Collection entries
_ _ _ _
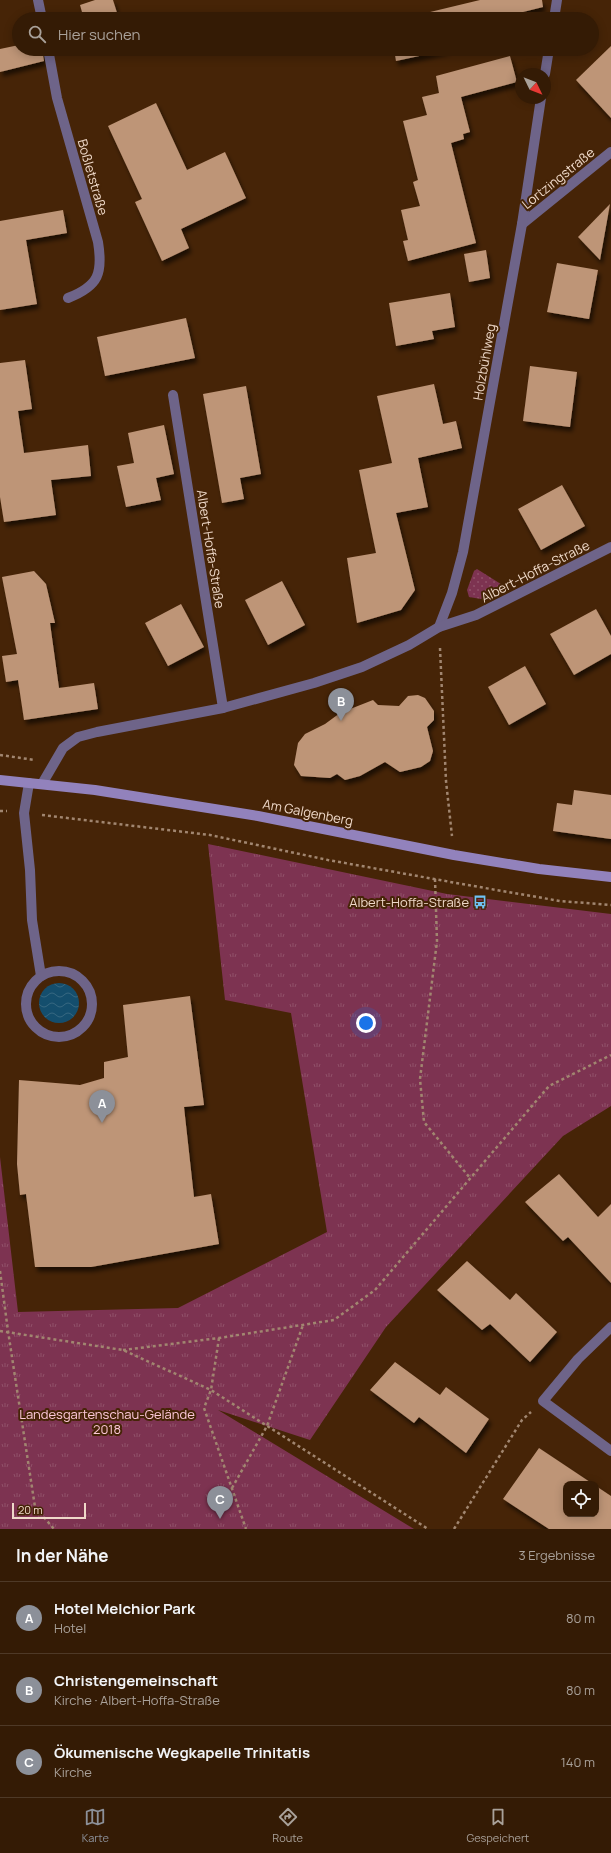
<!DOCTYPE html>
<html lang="de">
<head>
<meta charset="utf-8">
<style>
  body { margin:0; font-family:Manrope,sans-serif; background:#3c240f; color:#f1f3f6 }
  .controls { position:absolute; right:12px; bottom:12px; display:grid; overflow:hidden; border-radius:8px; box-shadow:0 2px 10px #0003 }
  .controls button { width:36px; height:36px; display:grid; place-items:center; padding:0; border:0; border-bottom:1px solid #4e3927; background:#341b05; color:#f1f3f6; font:20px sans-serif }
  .compass { position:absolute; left:515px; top:68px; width:36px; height:36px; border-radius:50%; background:#341b05; box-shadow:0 2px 10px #0003; rotate:133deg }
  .scale { position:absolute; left:12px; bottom:10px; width:74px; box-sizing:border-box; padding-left:4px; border:2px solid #efd9c9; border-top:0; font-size:11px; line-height:14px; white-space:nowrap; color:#efd9c9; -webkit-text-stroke:3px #462407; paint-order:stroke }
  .you { position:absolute; left:366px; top:1023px; width:14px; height:14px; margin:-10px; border:3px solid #fff; border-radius:50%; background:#1a73e8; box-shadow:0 0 0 6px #1a73e833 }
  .badge { display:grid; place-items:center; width:26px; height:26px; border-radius:50%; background:#8c9099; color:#fff; font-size:13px; font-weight:700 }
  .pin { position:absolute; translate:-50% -33px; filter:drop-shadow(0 1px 2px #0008) }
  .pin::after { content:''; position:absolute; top:21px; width:14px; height:12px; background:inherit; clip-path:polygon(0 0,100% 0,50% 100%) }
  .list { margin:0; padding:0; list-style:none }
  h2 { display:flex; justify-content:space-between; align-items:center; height:52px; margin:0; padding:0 16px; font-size:17px }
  h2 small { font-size:13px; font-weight:400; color:#a9a19a }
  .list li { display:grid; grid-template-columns:26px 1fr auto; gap:12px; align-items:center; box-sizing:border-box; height:72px; padding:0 16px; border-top:1px solid #4e3927 }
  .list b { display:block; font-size:15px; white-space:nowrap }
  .list p { margin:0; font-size:13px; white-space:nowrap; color:#a9a19a }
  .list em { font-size:13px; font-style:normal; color:#a9a19a }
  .icon { flex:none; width:22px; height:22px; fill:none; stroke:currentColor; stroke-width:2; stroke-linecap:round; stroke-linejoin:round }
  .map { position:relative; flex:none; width:611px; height:1529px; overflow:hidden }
  .search { position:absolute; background:#341b05; box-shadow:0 2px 10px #0003; left:12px; right:12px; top:12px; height:44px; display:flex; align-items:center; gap:10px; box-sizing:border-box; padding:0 14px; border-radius:22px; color:#a9a19a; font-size:15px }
  .sheet { height:268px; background:#341b05 }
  nav { display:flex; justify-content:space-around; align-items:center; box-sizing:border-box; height:56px; border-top:1px solid #4e3927; background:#341b05; font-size:11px; color:#a9a19a }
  nav a { display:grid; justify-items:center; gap:2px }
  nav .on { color:#8c9099 }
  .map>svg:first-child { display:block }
</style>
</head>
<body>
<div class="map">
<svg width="611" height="1529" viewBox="0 0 611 1529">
  <defs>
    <pattern id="grass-dots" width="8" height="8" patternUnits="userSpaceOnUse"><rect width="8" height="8" fill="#7d3351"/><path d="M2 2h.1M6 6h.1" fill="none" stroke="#905069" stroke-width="1.8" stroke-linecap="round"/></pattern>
    <pattern id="park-tufts" width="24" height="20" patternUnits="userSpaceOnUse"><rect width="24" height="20" fill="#7d3351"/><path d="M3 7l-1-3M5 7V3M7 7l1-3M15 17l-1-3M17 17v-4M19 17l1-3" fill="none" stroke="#905069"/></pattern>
    <pattern id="water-waves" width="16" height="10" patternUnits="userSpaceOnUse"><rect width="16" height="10" fill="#144e6d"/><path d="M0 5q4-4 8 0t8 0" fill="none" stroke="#366780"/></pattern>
    <filter id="shadow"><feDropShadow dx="2.5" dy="4.5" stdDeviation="2" flood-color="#0009"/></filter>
  </defs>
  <rect width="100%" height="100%" fill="#462407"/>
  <!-- grass -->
  <path fill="url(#grass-dots)" d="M 477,569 L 504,586 L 504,588 L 481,599 L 469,597 L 467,590 L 474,571 Z"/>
  <!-- park -->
  <path fill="url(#park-tufts)" d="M 208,844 L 447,894 L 611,914 L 611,1106 L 563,1136 L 386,1327 L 310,1440 L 218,1410 L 414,1529 L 0,1529 L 0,1157 L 18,1312 L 178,1308 L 327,1232 L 291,1013 L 225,1000 Z"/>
  <!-- water -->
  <circle fill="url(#water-waves)" cx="59" cy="1003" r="20"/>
  <!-- building -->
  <g fill="#be9577" filter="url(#shadow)">
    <path d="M 95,0 L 113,0 L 118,16 L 132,12 L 134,19 L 84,19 L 80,5 Z"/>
    <path d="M 480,0 L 542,0 L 543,7 L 495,19 L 401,19 Z"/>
    <path d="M 19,45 L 19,49 L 42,49 L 44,61 L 0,72 L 0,49 Z"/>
    <path d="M 611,46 L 611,118 L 576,80 Z"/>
    <path d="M 394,49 L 446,49 L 447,50 L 396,61 Z"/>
    <path d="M 510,56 L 517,82 L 461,97 L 470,132 L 463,134 L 464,139 L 451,143 L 476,243 L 408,261 L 403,241 L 408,240 L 401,210 L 420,206 L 413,182 L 418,180 L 403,121 L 427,115 L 422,97 L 439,93 L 436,76 Z"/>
    <path d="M 156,103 L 187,170 L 225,152 L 246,198 L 181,229 L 189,248 L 162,261 L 135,202 L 142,199 L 108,126 Z"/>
    <path d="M 610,204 L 600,260 L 578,237 Z"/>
    <path d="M 63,210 L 67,233 L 26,240 L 37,304 L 0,310 L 0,221 Z"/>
    <path d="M 486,250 L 490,278 L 469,282 L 464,254 Z"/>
    <path d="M 557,263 L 598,270 L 589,319 L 547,312 Z"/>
    <path d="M 450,293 L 455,327 L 432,331 L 434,339 L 396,346 L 389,303 Z"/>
    <path d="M 186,318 L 195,358 L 105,376 L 97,337 Z"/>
    <path d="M 25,360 L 32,409 L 18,411 L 24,453 L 88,445 L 91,476 L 51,480 L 56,515 L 4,522 L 0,497 L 0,363 Z"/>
    <path d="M 530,366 L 577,372 L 570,427 L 523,421 Z"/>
    <path d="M 434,384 L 443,424 L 456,421 L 462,448 L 418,458 L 428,507 L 396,513 L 415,590 L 401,610 L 357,623 L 347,558 L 376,553 L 359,470 L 392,463 L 377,396 Z"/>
    <path d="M 246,386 L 261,474 L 240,478 L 244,499 L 222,503 L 203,394 Z"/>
    <path d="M 164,425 L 174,474 L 156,478 L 161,500 L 126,507 L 117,466 L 134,463 L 128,433 Z"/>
    <path d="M 562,485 L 585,526 L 541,550 L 518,509 Z"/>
    <path d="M 34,571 L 46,584 L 55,623 L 50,623 L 59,688 L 94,683 L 98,709 L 24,720 L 18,680 L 6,682 L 2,656 L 17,654 L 2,577 Z"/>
    <path d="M 282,581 L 305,625 L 268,645 L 245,600 Z"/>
    <path d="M 181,604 L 204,647 L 168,666 L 145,623 Z"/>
    <path d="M 596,609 L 611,636 L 611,654 L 574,675 L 550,634 Z"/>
    <path d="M 525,666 L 546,704 L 509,725 L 488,687 Z"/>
    <path d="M 418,695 L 425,698 L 434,711 L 434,720 L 427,727 L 433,751 L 430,761 L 421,767 L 400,772 L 385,762 L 360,776 L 345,780 L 337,774 L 330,778 L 301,776 L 294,765 L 298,743 L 305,734 L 325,724 L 340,713 L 373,700 L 378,705 L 399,706 L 408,696 Z"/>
    <path d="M 574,790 L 611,795 L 611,839 L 553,831 L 557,803 L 572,805 Z"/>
    <path d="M 190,996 L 204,1105 L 184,1107 L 194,1197 L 211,1194 L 219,1244 L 91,1267 L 35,1267 L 26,1194 L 20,1195 L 17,1164 L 19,1080 L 80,1085 L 104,1078 L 104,1062 L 128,1057 L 123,1005 Z"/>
    <path d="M 559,1174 L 598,1217 L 611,1204 L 611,1283 L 568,1237 L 563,1241 L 525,1202 Z"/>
    <path d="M 467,1261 L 510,1300 L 516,1293 L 557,1332 L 530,1362 L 490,1324 L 482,1330 L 437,1290 Z"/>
    <path d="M 395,1362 L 440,1395 L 446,1387 L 489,1419 L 466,1453 L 419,1417 L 414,1423 L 370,1390 Z"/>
    <path d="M 539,1448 L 593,1484 L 566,1484 L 566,1514 L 596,1514 L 596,1486 L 611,1496 L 611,1529 L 549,1529 L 503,1499 Z"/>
  </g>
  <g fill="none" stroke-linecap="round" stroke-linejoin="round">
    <!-- path -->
    <g stroke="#a18670" stroke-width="2.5" stroke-dasharray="3 3" stroke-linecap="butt">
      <path d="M 440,648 L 446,781 L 452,836"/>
      <path d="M 0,755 L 35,760"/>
      <path d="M 0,811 L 7,811"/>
      <path d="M 42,815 L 210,835 L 328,860 L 462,884 L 560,901 L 611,905"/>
      <path d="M 435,879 L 437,941 L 420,1079 L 424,1122 L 470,1178"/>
      <path d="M 0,1271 L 8,1331 L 35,1507 L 54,1529"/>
      <path d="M 0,1331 L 123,1350 L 211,1390 L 428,1529"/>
      <path d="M 219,1338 L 211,1390 L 204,1408 L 246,1529"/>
      <path d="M 123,1350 L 219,1338 L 334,1320 L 375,1290 L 549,1086 L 611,1055"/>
      <path d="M 232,1488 L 267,1426 L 303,1325"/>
      <path d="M 454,1529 L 522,1420 L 531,1412"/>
    </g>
    <!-- lane -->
    <g stroke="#6e6489" stroke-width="10">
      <path d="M 29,783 L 24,813 L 30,870 L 32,920 L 41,976"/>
      <circle cx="59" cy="1004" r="33"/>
    </g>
    <!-- street -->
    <g stroke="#6e6489" stroke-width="10">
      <path d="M 38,0 L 42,19"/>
      <path d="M 554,19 L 557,0"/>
      <path d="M 48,49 L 57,98 L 98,242 C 103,273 99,286 68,298"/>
      <path d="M 545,74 L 549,49"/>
      <path d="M 522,224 L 611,152"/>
      <path d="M 173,395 L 223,708"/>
      <path d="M 439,627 L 452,593 L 463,552 L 522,224 L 541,98"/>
      <path d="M 42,784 L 63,748 L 78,737 L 97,732 L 223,708 L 314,683 L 362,667 L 409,645 L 439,627 L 476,615 L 611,547"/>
      <path d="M 611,1327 L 578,1359 L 543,1401 L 611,1451"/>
    </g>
    <!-- secondary -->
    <path stroke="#9282bc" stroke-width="10" d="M 0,780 L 95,790 L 258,816 L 454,855 L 539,869 L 611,877"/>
  </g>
  <!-- icons -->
  <defs>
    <g id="bus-bare" transform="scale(1.08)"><path d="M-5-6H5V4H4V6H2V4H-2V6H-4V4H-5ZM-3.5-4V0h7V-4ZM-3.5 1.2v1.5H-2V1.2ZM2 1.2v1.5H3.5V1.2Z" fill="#6fc2f4" stroke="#462407" stroke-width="2.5" paint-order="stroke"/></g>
  </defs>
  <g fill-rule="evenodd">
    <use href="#bus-bare" x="480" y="902"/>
  </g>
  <g text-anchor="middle" stroke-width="4" stroke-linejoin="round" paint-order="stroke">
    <!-- street labels -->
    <g font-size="13" fill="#efd9c9" stroke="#462407">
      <text transform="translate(93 177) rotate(74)" y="5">Boßletstraße</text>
      <text transform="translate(558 178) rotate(-39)" y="5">Lortzingstraße</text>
      <text transform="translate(484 362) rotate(-80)" y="5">Holzbühlweg</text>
      <text transform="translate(211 549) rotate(81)" y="5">Albert-Hoffa-Straße</text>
      <text transform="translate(535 571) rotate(-27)" y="5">Albert-Hoffa-Straße</text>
      <text transform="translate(308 812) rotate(11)" y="5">Am Galgenberg</text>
    </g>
    <!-- poi labels -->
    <g font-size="13" fill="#efd9c9" stroke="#462407" text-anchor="end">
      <text x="469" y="907">Albert-Hoffa-Straße</text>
    </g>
    <!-- park labels -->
    <g font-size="13" fill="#fdc8da" stroke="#462407">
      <text x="107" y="1419">Landesgartenschau-Gelände<tspan x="107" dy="15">2018</tspan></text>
    </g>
  </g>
</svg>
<div class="controls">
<button><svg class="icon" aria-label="locate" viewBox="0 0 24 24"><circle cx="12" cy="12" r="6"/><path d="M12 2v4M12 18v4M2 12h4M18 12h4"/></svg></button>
</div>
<svg class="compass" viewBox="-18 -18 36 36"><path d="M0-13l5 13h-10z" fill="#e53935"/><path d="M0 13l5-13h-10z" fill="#a9a19a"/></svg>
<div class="scale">20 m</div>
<div class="you"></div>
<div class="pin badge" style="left:102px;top:1123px">A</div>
<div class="pin badge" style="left:341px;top:721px">B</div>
<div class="pin badge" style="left:220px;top:1519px">C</div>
<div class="search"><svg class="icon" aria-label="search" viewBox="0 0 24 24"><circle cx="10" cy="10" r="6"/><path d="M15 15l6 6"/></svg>Hier suchen</div>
</div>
<section class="sheet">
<h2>In der Nähe<small>3 Ergebnisse</small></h2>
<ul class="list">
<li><span class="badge">A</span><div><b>Hotel Melchior Park</b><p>Hotel</p></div><em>80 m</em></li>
<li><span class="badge">B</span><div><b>Christengemeinschaft</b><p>Kirche · Albert-Hoffa-Straße</p></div><em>80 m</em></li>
<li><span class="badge">C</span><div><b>Ökumenische Wegkapelle Trinitatis</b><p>Kirche</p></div><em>140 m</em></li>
</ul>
</section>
<nav>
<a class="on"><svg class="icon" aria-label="map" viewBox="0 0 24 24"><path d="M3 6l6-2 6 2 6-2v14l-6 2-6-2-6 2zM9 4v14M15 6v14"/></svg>Karte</a>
<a><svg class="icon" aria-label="directions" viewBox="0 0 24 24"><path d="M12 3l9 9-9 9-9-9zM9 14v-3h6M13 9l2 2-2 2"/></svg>Route</a>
<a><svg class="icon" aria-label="saved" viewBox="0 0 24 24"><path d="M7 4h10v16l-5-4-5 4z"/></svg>Gespeichert</a>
</nav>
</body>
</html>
_ _ _ _
● **Problem to solve**:
Look over the records above and copy each line that includes the string "controls".

● **Answer box**:
  .controls { position:absolute; right:12px; bottom:12px; display:grid; overflow:hidden; border-radius:8px; box-shadow:0 2px 10px #0003 }
  .controls button { width:36px; height:36px; display:grid; place-items:center; padding:0; border:0; border-bottom:1px solid #4e3927; background:#341b05; color:#f1f3f6; font:20px sans-serif }
<div class="controls">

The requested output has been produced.